From: Marble Falls, TX
Region: Southwest
Topic: Diseases and Disorders, Pests, Trees
Title: Problem with Prosopis glandulosa (Honey mesquite)
Answered by: Nan Hampton

QUESTION:

One of our mature Honey Mesquite trees is losing thumb sized branches high up in the canopy because something is stripping the bark. The branches are completely white for 8-12 inches. Of course the branch dies and falls to the ground. What could be eating the bark on the Mesquite?

ANSWER:

Mr. Smarty Plants thinks that the damage is being caused by insects—probably wood borers or girdlers.  An article from SFGate describes several pests of Prosopis glandulosa (Honey mesquite) including borers and twig girdlers.  In the Cochise County (Arizona) Master Gardener Newsletter, August 2006, Mesquite Trees Under Stress describes several borer insects that could cause the damage you are seeing.  Control of one of these borers, Chrysobothris femorata (Flatheaded appletree borer) is the subject of an article, Managing the Flatheaded Appletree Borer, by Texas A&M AgriLIFE EXTENSION Service.  They describe symptoms of the damage to the tree. The eventual result is the bark splitting away and the limb dying.  You can read about treatment for these borers in an article from SFGate, How to Treat Mesquite for Borers.  University of California IPM Online describes another possible pest of honey mesquites, Roundheaded (Longhorned) Borers, their symptoms and control.  I consulted Dr.

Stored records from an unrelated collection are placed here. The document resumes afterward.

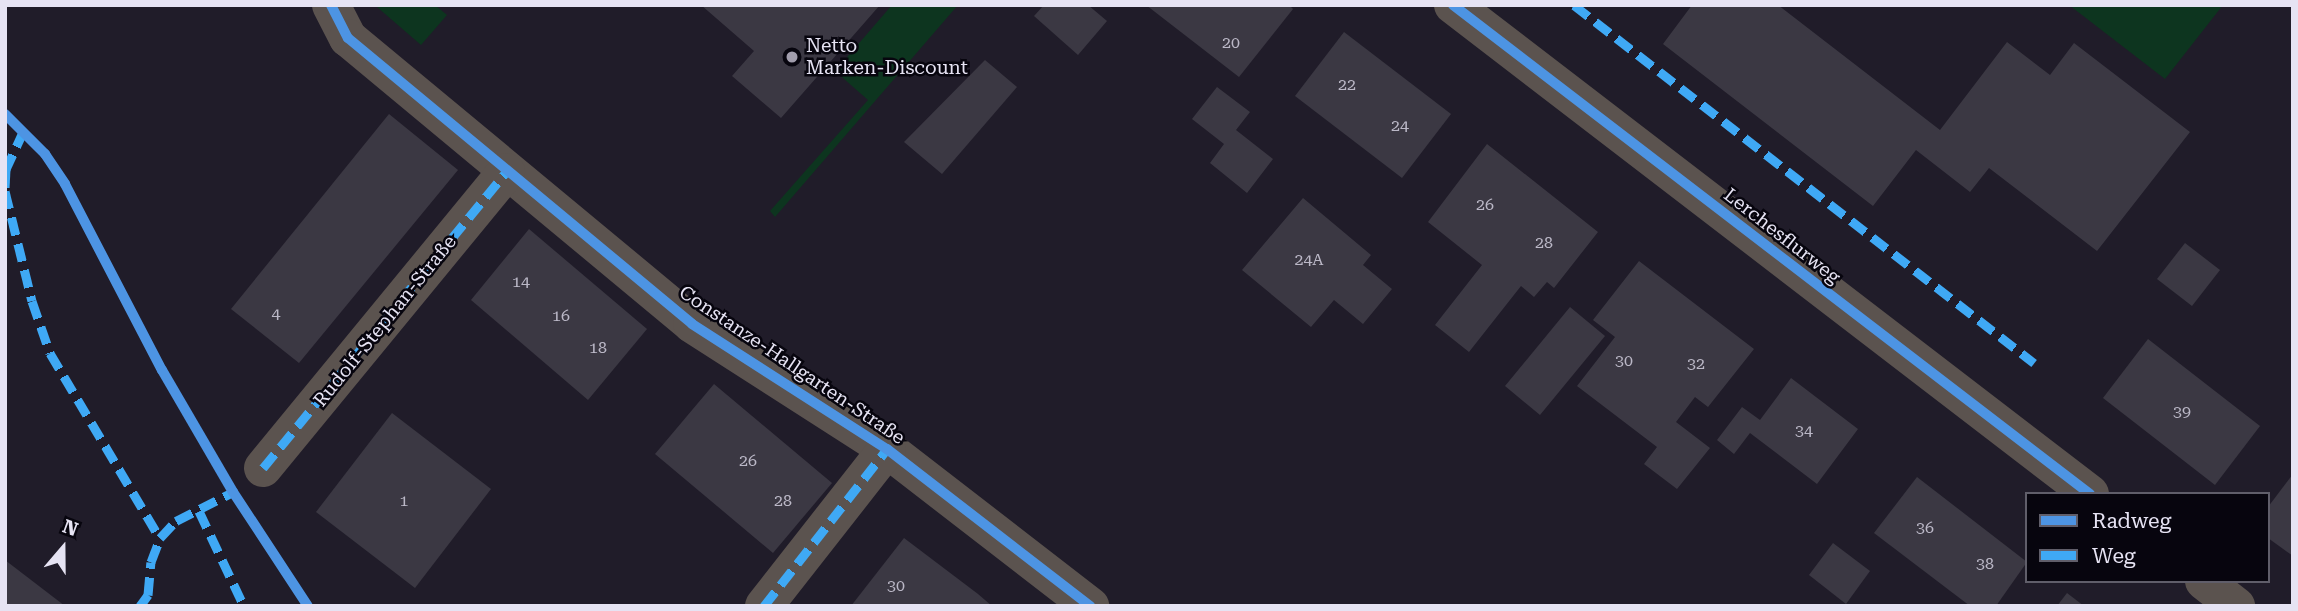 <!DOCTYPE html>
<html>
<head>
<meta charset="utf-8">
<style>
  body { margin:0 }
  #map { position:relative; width:2298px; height:611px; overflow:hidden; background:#201c29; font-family:"Roboto Serif",serif }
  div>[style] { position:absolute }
  .green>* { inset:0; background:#0d351f }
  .building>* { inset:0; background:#3b3843 }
  .minor>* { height:38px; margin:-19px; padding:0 19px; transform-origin:19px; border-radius:19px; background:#5b534f }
  .quiet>* { height:9px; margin-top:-4.5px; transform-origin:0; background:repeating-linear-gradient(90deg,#3fa9f5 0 18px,transparent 0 27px) }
  .cycleway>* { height:10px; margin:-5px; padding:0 5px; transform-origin:5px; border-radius:5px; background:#4d94e3 }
  .dots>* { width:19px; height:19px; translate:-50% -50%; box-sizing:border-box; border:4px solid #07050e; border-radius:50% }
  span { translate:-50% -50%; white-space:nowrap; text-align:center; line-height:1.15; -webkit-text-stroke:5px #07050e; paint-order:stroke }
  .number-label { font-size:16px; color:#bbb8c7 }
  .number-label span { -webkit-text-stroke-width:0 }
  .poi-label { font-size:19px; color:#e6e3f3 }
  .left { translate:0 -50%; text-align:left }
  .street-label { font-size:19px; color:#e6e3f3 }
  .frame { position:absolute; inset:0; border:7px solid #e6e3f3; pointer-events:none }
  .legend { position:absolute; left:2025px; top:492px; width:245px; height:91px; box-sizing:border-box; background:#07050e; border:2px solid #605e6a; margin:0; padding:9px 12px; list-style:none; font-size:21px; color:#e6e3f3 }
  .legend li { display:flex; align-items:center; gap:14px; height:35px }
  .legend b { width:35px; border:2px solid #605e6a }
  .north { position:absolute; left:28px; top:513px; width:70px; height:70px; -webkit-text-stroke:5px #07050e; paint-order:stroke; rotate:20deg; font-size:19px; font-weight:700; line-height:28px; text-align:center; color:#e6e3f3 }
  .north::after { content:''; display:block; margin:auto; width:24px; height:32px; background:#e6e3f3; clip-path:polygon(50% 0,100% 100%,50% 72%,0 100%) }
</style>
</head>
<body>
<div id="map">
  <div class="green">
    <div style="clip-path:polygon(435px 5px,447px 15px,421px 45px,377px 7px)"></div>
    <div style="clip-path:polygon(892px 5px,958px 5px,775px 217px,770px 211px,868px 100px,835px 71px)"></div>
    <div style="clip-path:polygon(2069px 5px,2223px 5px,2165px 79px)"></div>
  </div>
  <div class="building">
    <div style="clip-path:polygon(701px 5px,880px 5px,781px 118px,732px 76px,754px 51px)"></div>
    <div style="clip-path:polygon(1044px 5px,1088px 5px,1107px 21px,1078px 55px,1034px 16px)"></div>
    <div style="clip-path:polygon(1146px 5px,1289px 5px,1293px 9px,1239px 77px)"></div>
    <div style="clip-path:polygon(1692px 5px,1778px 5px,1940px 130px,2007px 42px,2050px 75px,2074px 43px,2190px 132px,2097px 251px,1989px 168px,1970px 192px,1916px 150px,1873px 206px,1663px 44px)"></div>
    <div style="clip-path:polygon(1344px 32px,1451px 114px,1402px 178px,1295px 96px)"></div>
    <div style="clip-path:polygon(985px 60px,1017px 87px,942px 174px,904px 142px)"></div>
    <div style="clip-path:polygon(1217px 87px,1250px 112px,1236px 130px,1273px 159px,1247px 193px,1210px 163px,1224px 144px,1192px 119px)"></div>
    <div style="clip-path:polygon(389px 114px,458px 170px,299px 363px,231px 309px)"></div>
    <div style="clip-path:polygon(1487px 144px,1598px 232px,1554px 288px,1547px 282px,1534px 297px,1521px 286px,1469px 352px,1435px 325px,1482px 265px,1428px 222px)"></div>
    <div style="clip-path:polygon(1303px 198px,1371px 255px,1363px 265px,1392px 289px,1363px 324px,1334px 300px,1311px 327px,1242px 270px)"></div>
    <div style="clip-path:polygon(529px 229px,647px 329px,588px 400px,471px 300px)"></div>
    <div style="clip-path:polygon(2185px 243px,2220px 270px,2192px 306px,2157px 279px)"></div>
    <div style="clip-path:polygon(1639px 261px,1754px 349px,1708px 407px,1695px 397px,1676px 422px,1710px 448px,1677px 489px,1644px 464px,1657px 447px,1577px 386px,1615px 337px,1593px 320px)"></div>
    <div style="clip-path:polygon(1570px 307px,1605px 336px,1540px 415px,1505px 386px)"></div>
    <div style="clip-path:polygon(2148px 339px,2260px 426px,2215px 485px,2103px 398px)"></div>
    <div style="clip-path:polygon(1791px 378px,1858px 429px,1817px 484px,1750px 433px,1734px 454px,1717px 440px,1742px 407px,1760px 420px)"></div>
    <div style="clip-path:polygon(714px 384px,832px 483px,773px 553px,655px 454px)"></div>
    <div style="clip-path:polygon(392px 413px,491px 489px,415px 588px,316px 512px)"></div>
    <div style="clip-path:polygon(2293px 474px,2293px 556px,2268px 538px,2268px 507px)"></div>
    <div style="clip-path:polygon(1917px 477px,2027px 562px,1996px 606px,1970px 606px,1874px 533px)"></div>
    <div style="clip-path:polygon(904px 538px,978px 594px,992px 606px,851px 606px)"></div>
    <div style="clip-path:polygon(1833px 543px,1870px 571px,1846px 604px,1809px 575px)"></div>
    <div style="clip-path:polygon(5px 560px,65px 606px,5px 606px)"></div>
    <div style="clip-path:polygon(2067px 593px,2084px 606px,2057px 606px)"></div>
  </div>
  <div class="minor">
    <div style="left:331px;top:5px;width:37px;rotate:63deg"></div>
    <div style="left:348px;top:38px;width:447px;rotate:39.7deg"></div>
    <div style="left:692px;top:324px;width:232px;rotate:32.7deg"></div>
    <div style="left:887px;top:449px;width:257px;rotate:37.7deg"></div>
    <div style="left:1453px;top:5px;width:803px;rotate:37.51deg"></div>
    <div style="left:263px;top:468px;width:383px;rotate:-50.6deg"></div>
    <div style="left:2204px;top:581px;width:41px;rotate:38deg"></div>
    <div style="left:764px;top:606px;width:199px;rotate:-51.9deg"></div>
  </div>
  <div class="quiet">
    <div style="left:1574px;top:5px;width:583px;rotate:37.89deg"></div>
    <div style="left:24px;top:130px;width:43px;rotate:114.8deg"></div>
    <div style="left:6px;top:169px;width:22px;rotate:93deg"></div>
    <div style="left:5px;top:191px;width:113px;rotate:76.2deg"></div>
    <div style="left:32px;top:301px;width:55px;rotate:70.9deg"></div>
    <div style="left:50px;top:353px;width:215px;rotate:59.3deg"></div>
    <div style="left:263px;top:468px;width:383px;rotate:-50.6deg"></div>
    <div style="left:199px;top:511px;width:105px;rotate:64.7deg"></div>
    <div style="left:140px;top:606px;width:14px;rotate:-54deg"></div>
    <div style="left:148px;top:595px;width:33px;rotate:-85deg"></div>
    <div style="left:151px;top:562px;width:26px;rotate:-69deg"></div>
    <div style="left:160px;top:538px;width:23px;rotate:-47deg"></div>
    <div style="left:176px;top:521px;width:64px;rotate:-27deg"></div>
    <div style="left:764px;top:606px;width:199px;rotate:-51.9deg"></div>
  </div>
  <div class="cycleway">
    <div style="left:331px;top:5px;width:37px;rotate:63deg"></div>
    <div style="left:348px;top:38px;width:447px;rotate:39.7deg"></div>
    <div style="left:692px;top:324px;width:232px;rotate:32.7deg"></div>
    <div style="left:887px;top:449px;width:257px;rotate:37.7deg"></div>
    <div style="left:1453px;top:5px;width:803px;rotate:37.51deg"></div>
    <div style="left:5px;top:114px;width:57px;rotate:45deg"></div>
    <div style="left:45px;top:154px;width:36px;rotate:56deg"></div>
    <div style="left:65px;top:184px;width:210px;rotate:62.5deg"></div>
    <div style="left:162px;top:370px;width:141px;rotate:59.8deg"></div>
    <div style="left:233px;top:492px;width:136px;rotate:56.7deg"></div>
  </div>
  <div class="dots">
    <div style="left:792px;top:57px;background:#a19dac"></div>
  </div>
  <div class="number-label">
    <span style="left:1231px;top:43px">20</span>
    <span style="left:1347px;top:85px">22</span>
    <span style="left:1400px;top:126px">24</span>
    <span style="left:1485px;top:205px">26</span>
    <span style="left:1544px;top:243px">28</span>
    <span style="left:1309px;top:260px">24A</span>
    <span style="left:521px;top:282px">14</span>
    <span style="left:276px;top:314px">4</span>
    <span style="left:561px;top:316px">16</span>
    <span style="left:598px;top:348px">18</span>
    <span style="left:1624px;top:361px">30</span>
    <span style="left:1696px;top:364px">32</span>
    <span style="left:2182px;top:412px">39</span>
    <span style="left:1804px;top:431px">34</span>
    <span style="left:748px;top:461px">26</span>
    <span style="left:404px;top:501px">1</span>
    <span style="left:783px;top:501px">28</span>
    <span style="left:1925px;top:528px">36</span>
    <span style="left:1985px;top:564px">38</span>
    <span style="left:896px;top:586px">30</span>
  </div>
  <div class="poi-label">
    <span class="left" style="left:806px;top:57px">Netto<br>Marken-Discount</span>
  </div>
  <div class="street-label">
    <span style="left:1782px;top:236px;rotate:38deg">Lerchesflurweg</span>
    <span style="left:385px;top:321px;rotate:-51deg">Rudolf-Stephan-Straße</span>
    <span style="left:792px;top:365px;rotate:34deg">Constanze-Hallgarten-Straße</span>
  </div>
  <div class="frame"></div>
  <ul class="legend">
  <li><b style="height:9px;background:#4d94e3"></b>Radweg</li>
  <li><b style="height:9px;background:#3fa9f5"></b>Weg</li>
  </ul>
  <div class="north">N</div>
</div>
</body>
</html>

Mark Simmons, Director of Research and Consulting for the Ecosystem Design Group at the Lady Bird Johnson Wildflower system who did his dissertation research with honey mesquite.   He says it could be one of the twig girdlers, Oncideres rhodosticta (Mesquite girdler), Oncideres pustulatus (Huisache girdler) or Oncideres cingulata (Pecan girdler).  If so, then you should be able to see the ring where they have eaten the cambium on your tree's branches.  Here are more photos of the mesquite girdler, huisache girdler and pecan girdler from BugGuide.  You could contact your Burnet County AgriLIFE Extension Agent for verification of the pest and recommendations for its control.